Nesta Olimpíada, houve várias demonstrações de que ainda existe quem acredite. A levantadora de peso Maria Elizabete Jorge foi uma das atletas brasileiras mais aplaudidas (no ginásio e via satélite) porque superou a própria dor e competiu. O seu maior medo não era a derrota, era não poder participar das provas por causa das mãos machucadas.
Na piscina, consagraram-se dois ou três heróis. A maioria, grandes campeões. Mas um deles foi o simpático Eric, da Guiné Equatorial, que aprendeu a nadar em janeiro e temia não concluir a prova dos 100 m (quase se afogou, de tão cansado). Alguém duvida de que a sua imagem será uma das mais lembradas?
Uma iraquiana (Mayra Hussein) correu toda a eliminatória dos 5.000 m meia volta atrás do pelotão principal. Quando as primeiras colocadas cruzaram a linha de chegada, ela estava com uma volta e meia de atraso. Ao terminar a prova, foi aplaudida. Era evidente que não tinha a menor chance, mas foi comovente a sua disposição de correr até o fim.

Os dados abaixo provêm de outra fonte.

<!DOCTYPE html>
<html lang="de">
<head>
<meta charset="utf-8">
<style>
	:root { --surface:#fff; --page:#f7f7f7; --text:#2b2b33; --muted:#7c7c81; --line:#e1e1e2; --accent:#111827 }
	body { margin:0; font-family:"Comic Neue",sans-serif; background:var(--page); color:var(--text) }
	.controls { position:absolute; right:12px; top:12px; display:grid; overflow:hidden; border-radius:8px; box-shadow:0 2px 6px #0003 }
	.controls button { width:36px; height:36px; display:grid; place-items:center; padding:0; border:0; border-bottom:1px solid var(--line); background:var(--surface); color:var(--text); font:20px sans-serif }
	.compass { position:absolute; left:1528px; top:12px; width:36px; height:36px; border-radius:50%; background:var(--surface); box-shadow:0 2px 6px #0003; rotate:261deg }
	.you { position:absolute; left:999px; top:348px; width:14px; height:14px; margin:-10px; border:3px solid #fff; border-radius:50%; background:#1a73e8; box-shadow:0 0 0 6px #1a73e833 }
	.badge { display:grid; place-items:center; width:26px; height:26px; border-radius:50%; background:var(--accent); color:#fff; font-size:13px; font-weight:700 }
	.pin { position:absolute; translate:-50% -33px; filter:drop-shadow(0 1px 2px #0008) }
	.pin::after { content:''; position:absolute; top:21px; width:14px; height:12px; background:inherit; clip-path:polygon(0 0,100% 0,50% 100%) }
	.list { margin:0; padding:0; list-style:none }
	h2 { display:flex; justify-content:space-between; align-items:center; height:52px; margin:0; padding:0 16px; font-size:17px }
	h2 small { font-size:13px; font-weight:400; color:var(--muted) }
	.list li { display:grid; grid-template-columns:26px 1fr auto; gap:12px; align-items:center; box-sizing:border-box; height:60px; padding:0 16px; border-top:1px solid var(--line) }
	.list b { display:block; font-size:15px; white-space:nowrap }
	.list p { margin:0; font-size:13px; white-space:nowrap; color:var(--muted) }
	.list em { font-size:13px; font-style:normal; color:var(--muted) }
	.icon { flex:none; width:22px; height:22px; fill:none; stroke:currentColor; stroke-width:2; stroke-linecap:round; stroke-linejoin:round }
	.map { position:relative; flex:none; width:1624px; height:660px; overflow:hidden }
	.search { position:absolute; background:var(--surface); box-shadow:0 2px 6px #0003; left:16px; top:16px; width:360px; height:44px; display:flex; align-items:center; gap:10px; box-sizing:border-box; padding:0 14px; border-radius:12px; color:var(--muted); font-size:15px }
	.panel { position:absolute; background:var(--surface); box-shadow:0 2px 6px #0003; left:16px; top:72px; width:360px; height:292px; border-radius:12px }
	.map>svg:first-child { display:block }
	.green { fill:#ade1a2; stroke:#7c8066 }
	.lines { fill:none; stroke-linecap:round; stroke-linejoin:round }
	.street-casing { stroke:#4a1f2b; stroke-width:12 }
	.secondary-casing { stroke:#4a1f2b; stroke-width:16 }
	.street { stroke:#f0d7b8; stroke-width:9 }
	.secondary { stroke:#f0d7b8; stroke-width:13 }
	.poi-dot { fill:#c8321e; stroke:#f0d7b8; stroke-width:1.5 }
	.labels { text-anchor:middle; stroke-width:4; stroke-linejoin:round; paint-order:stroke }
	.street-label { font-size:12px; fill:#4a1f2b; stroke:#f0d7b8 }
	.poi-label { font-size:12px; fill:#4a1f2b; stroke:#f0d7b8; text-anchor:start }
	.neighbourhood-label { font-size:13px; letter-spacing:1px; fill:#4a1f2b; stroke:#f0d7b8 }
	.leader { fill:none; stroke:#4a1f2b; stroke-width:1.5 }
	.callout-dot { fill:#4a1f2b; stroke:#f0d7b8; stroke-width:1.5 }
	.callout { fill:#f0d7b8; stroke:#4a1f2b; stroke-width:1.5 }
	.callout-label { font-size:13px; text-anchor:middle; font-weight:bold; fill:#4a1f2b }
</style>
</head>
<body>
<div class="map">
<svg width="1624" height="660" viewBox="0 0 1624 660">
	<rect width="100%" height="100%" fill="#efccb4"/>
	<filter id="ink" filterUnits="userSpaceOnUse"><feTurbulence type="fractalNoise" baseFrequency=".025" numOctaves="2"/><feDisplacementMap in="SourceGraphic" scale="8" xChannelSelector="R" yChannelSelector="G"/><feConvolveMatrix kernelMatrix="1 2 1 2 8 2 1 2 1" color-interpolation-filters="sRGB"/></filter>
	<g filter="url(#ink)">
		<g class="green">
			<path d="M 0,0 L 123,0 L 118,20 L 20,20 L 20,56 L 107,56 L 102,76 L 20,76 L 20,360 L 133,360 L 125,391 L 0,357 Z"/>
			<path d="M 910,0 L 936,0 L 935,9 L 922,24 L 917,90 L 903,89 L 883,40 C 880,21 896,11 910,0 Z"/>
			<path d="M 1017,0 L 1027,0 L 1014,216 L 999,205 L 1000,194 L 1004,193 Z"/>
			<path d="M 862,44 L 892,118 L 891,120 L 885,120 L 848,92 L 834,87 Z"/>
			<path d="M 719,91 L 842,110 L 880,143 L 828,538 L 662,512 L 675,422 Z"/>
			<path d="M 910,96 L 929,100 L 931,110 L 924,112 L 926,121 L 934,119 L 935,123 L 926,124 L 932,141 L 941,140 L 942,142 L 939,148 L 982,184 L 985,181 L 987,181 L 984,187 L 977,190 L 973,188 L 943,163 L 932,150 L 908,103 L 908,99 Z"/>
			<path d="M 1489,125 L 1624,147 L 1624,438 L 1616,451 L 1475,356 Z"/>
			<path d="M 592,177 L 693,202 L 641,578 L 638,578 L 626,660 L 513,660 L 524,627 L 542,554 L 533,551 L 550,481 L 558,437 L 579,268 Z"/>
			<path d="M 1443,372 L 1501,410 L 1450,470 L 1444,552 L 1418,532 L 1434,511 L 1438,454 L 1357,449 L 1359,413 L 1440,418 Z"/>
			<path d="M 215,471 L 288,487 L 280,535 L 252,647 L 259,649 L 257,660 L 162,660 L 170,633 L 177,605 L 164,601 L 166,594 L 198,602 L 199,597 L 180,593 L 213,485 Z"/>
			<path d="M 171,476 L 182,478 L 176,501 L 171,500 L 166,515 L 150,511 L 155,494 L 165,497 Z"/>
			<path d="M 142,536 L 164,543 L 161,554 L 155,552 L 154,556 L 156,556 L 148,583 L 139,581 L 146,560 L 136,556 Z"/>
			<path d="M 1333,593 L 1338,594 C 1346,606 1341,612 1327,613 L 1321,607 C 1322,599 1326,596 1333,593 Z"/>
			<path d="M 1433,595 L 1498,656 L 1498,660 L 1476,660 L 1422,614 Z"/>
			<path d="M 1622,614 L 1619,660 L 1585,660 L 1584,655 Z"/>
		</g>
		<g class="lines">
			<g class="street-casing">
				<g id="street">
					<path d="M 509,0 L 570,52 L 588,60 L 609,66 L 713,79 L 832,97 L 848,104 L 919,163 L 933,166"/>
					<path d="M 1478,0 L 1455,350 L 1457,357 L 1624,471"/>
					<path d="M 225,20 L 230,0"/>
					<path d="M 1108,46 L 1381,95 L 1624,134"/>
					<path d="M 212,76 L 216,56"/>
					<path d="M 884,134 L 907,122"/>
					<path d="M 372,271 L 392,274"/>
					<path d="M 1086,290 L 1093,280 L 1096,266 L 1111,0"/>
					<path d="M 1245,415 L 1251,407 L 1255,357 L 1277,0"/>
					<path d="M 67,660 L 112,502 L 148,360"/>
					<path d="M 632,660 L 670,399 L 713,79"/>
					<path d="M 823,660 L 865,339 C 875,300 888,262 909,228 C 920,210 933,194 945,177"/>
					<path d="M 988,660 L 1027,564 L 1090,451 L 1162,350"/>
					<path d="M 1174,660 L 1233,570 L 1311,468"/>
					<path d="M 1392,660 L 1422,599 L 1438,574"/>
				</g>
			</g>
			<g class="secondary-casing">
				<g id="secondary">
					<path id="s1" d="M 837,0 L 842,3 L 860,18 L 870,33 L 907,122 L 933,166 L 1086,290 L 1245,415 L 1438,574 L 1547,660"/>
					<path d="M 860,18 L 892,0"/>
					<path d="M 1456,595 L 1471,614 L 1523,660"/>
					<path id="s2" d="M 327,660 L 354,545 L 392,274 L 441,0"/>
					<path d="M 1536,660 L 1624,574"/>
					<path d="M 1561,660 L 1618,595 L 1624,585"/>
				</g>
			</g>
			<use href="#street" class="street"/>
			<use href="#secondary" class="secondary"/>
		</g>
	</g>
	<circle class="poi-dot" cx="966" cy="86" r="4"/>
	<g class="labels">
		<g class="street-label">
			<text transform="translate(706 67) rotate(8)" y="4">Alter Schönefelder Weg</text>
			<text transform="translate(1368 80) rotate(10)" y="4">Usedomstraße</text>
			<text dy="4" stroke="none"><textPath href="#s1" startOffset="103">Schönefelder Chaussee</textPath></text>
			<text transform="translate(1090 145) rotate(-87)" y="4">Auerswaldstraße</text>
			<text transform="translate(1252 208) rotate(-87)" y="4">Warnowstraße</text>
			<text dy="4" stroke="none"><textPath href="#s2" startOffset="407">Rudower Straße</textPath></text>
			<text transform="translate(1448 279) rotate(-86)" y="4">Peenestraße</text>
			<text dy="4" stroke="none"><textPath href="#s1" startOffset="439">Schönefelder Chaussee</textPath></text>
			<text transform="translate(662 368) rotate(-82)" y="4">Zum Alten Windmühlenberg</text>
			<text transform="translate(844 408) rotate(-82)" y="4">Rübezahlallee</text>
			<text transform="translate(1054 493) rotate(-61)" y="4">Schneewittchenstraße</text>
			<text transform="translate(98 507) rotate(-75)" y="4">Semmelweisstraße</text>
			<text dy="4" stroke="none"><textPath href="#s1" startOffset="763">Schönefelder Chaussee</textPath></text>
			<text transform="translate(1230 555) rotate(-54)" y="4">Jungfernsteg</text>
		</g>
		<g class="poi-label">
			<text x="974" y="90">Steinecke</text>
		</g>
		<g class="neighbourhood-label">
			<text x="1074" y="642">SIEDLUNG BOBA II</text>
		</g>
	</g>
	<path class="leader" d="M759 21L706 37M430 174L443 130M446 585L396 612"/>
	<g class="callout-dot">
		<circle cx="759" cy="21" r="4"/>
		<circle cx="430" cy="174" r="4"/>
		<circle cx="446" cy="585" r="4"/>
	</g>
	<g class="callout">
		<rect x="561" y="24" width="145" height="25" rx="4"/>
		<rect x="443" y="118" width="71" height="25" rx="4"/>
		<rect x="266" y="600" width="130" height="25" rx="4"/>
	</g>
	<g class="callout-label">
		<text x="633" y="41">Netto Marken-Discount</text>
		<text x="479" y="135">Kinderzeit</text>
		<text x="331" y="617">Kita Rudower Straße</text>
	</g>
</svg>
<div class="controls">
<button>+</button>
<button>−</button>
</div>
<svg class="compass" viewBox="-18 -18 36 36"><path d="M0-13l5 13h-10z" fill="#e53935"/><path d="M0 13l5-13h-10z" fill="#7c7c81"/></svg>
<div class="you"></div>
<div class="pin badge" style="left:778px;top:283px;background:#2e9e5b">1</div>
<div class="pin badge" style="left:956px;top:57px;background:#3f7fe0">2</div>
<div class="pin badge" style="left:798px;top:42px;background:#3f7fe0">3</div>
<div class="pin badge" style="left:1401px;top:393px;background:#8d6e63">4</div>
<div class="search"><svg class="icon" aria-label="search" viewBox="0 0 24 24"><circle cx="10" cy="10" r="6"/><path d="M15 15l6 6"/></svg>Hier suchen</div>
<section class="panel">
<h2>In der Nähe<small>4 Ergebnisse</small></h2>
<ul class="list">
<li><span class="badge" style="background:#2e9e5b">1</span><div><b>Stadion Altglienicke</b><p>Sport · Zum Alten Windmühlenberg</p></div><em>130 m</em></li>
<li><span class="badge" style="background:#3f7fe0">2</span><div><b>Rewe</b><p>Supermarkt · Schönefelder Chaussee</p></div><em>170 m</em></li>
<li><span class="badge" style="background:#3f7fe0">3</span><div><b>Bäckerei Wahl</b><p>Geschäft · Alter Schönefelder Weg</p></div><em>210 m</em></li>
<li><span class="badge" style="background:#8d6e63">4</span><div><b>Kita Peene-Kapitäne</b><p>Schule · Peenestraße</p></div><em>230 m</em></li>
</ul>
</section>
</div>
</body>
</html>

Muitos atletas que chegam à Olimpíada sabem muito bem que têm escassas chances, mas não recusariam jamais a oportunidade de estar aqui. Não só porque Sydney é uma cidade linda e porque a experiência de conviver com atletas do mundo todo é imperdível, mas porque querem jogar, querem lutar, querem saltar, querem disputar uma prova pelo menos. Alguns são eliminados em menos de cinco minutos, e é claro que ninguém se contenta com tão pouco. Mas pergunte se eles se sujeitariam de novo a essa situação, passada a dor física e a decepção imediata. Aposto que sim.
Por isso, por mais piegas que soe, o grande lema dos Jogos ainda é "o importante é competir". É só isso que o esportista pode fazer. A vitória é uma circunstância passageira, sujeita a mil condições, mas competir é a sua vida.